With the previous tree, her feet had been firmly planted on the ground, and she’d been able to use that leverage to slowly separate herself from the tree. Now, however, she had only her arms bent back at an awkward angle, barely gracing the ground.
She reached back and grabbed handfuls of the red-wormed grass. On Earth, the roots of green grass would have offered at least some leverage to pull against. On this planet, the red grass was puss-filled, like cactuses and succulents, and the worms only burst in her hands as she squeezed. She felt the thick juices in her fingers, but couldn’t see her hands behind her head. She started to scream, partly in terror, partly in an attempt to shake herself from the trees hold. The tree vibrated with the motion of her voice, but still it held her, its consumption of her body proceeding temporarily at a faster rate.
She calmed herself and laid perfectly still, trying to think of another way of freeing herself, as she lifted her head from the ground. She strained to see the tree nearing, nearly up to her throat now. She was losing her brief moment of opportunity. Soon she’d be too distant from the ground to have any hope of escape. Did she even now have any hope of escape? She feared she didn’t.
She tried to nudge her legs to her chest as if doing a reverse crunch. She hoped she could free her legs from the bark, possibly tumble backwards onto firm ground. Instead, no matter how slow she pulled her legs back, she found she only hastened her rate of disappearance. Her body was now fully submerged, as she held her face out from the bark. Her neck ached with pain, but it didn’t matter. She could feel that gelatinous bark sucking and slurping at the skin of her neck. Soon she wouldn’t be able to breathe, and she figured the tree would race her up to its furthest tips.
She closed her eyes, and imagined the tree breaking down her body into its basic components, the elements that it would use presumably to grow itself higher up into the atmosphere of this alien planet, closer to the suns that gave it such limited light. At least it was a kind of hippy way to die, consumed by the planet and reused instead of buried into a concrete coffin on Earth, wasted.
She took in her final deep breath as the tree wrapped itself around her cheeks, and she closed her eyes before the syrup could leech into her eyes. Even so, she could feel its pressure against the backs of her eyelids.
As she expected, she could feel herself flowing upward into the tree, but couldn’t judge how fast. It was possible she wasn’t moving at all, and had judged the tree all wrong. Perhaps she was stationary as the life force of the tree move passed her, as it dissolved her. Her lungs began to burn, but she tried to ignore the pain.
She tried to think about home. But what was there to think about back there? She had an apartment, with nothing in it that truly held value to her. Monetary value, sure, but what was true value? Was there anything in her life at all that she truly valued, anything worth living for? She was still running from some kind of decision, but why? What made it so hard for her to decide on what she wanted to do with herself and what she wanted to be? More than that, why did she have to decide? Wasn’t that something that people organically figured out on their own over the course of their time in school? One awkward interaction at time, one fight at a time, one break-up at a time, people figured themselves out and graduated semi-ready to be adults. Maybe not quite ready to be adults, but at least further along then she was. She was nothing more than a machine, a machine programmed by her parents to succeed. But to succeed at what?
Holy shit, she thought, as her lungs begged for air, holy shit this hurts. Jesus, God, I don’t want to die. I don’t want to live, but I don’t want to die either.
She started to squirm, and the squirming, as expected, accelerated her ascent. But she didn’t know what else to do. Her lungs were on fire and she just needed one more fucking breath of air, just one more breath, please!
She opened her mouth and sucked the tree in. She felt it flowing into to lungs, filling them with the fluid. Instead of sustenance, there was more fire as the liquid burned inside of her. It didn’t burn for alien reasons, but burned because liquid in the lungs simply burned. She’d breathed in pool water once as a kid learning to swim, and it felt like that now. She was going to drown inside of a goddamn tree.
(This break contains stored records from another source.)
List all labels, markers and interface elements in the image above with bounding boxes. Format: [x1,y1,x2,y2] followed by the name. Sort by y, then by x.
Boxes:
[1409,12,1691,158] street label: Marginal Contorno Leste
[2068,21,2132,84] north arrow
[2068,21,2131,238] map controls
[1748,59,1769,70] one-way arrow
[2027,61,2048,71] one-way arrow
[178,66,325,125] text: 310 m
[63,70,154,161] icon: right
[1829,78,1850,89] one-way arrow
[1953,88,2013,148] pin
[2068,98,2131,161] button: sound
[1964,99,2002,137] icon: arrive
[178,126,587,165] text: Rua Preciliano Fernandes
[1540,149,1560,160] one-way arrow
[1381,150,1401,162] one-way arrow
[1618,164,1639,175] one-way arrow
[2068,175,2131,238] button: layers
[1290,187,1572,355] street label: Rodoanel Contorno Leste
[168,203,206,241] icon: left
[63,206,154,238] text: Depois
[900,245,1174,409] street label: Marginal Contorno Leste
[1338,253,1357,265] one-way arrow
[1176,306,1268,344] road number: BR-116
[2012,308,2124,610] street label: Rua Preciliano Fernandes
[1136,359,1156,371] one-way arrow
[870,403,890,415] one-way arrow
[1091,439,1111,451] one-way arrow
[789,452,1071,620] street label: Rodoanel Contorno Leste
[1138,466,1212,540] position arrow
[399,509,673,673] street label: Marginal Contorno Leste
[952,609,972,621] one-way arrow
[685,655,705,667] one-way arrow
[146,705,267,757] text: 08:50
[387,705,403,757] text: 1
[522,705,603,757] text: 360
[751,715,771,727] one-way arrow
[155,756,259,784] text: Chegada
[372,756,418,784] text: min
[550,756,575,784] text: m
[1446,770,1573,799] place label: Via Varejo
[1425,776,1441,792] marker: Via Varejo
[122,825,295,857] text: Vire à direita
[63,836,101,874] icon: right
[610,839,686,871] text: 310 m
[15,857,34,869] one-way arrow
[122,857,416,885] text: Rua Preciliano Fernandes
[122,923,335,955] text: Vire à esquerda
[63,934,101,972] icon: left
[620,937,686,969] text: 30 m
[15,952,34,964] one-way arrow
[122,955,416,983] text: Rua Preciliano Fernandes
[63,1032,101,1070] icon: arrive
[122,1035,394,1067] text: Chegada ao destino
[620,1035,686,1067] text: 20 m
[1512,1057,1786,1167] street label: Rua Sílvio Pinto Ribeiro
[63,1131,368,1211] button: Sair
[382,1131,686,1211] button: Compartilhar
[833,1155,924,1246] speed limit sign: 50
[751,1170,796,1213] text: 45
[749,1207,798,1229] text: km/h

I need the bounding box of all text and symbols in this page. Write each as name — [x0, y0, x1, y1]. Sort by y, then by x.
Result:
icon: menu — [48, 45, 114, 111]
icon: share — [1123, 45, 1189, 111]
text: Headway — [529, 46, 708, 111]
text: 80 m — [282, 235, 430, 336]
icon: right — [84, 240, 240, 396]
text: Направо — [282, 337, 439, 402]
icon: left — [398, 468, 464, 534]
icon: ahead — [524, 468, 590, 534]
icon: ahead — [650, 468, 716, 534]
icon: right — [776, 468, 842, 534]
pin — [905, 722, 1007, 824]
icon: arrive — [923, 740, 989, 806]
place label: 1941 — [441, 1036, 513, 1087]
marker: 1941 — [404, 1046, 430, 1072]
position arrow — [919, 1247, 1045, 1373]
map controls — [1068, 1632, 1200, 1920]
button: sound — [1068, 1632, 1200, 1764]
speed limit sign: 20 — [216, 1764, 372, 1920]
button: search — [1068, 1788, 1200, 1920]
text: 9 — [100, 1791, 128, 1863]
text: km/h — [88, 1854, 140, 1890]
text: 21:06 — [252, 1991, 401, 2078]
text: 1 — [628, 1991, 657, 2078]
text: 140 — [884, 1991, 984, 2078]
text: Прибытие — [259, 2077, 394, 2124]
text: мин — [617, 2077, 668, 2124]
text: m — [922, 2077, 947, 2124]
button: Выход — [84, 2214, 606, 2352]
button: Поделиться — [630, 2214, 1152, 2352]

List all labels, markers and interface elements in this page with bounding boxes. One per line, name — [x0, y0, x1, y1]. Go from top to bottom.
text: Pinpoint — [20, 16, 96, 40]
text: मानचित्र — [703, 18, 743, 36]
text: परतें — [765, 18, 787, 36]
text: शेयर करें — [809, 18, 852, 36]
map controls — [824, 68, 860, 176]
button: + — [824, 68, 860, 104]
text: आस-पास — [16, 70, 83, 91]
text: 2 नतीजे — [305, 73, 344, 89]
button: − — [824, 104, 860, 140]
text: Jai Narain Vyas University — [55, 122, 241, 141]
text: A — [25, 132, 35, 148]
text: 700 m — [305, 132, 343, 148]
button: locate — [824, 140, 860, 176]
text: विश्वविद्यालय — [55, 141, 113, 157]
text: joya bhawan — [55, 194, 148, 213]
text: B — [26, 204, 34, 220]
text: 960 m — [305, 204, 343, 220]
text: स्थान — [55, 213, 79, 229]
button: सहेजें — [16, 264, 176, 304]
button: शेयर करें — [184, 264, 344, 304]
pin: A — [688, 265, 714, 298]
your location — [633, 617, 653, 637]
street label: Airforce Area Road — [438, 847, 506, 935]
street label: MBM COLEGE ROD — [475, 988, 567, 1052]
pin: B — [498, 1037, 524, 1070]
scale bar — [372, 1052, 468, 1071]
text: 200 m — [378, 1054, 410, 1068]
As the tree entered her, something entered with it while something of her left, an exchange of some kind that she couldn't explain. It was small, minor, like pennies being given in the drive through and tossed onto the floor of the vehicle never to be seen again. There was power on this planet, so much untapped power.
The liquid goo inside of the tree started to shake around her, or maybe it was the tree itself shaking, she couldn’t be sure. In the darkness behind her eyes, she could feel something change, but didn’t understand what it could be. Perhaps this was what it felt like to be digested by another organism. The liquid flowing upward around her began to shake and vibrate angrily against her skin, and slowly it became first warmer to the touch, and then hot, and then painfully hot. She squirmed more from within her tomb now, everything around her burning hot, everything inside of her burning hot. Somehow she was subsequently boiling and drowning alive. Had anyone else died in this way, or was she the first? She liked to think she was the first.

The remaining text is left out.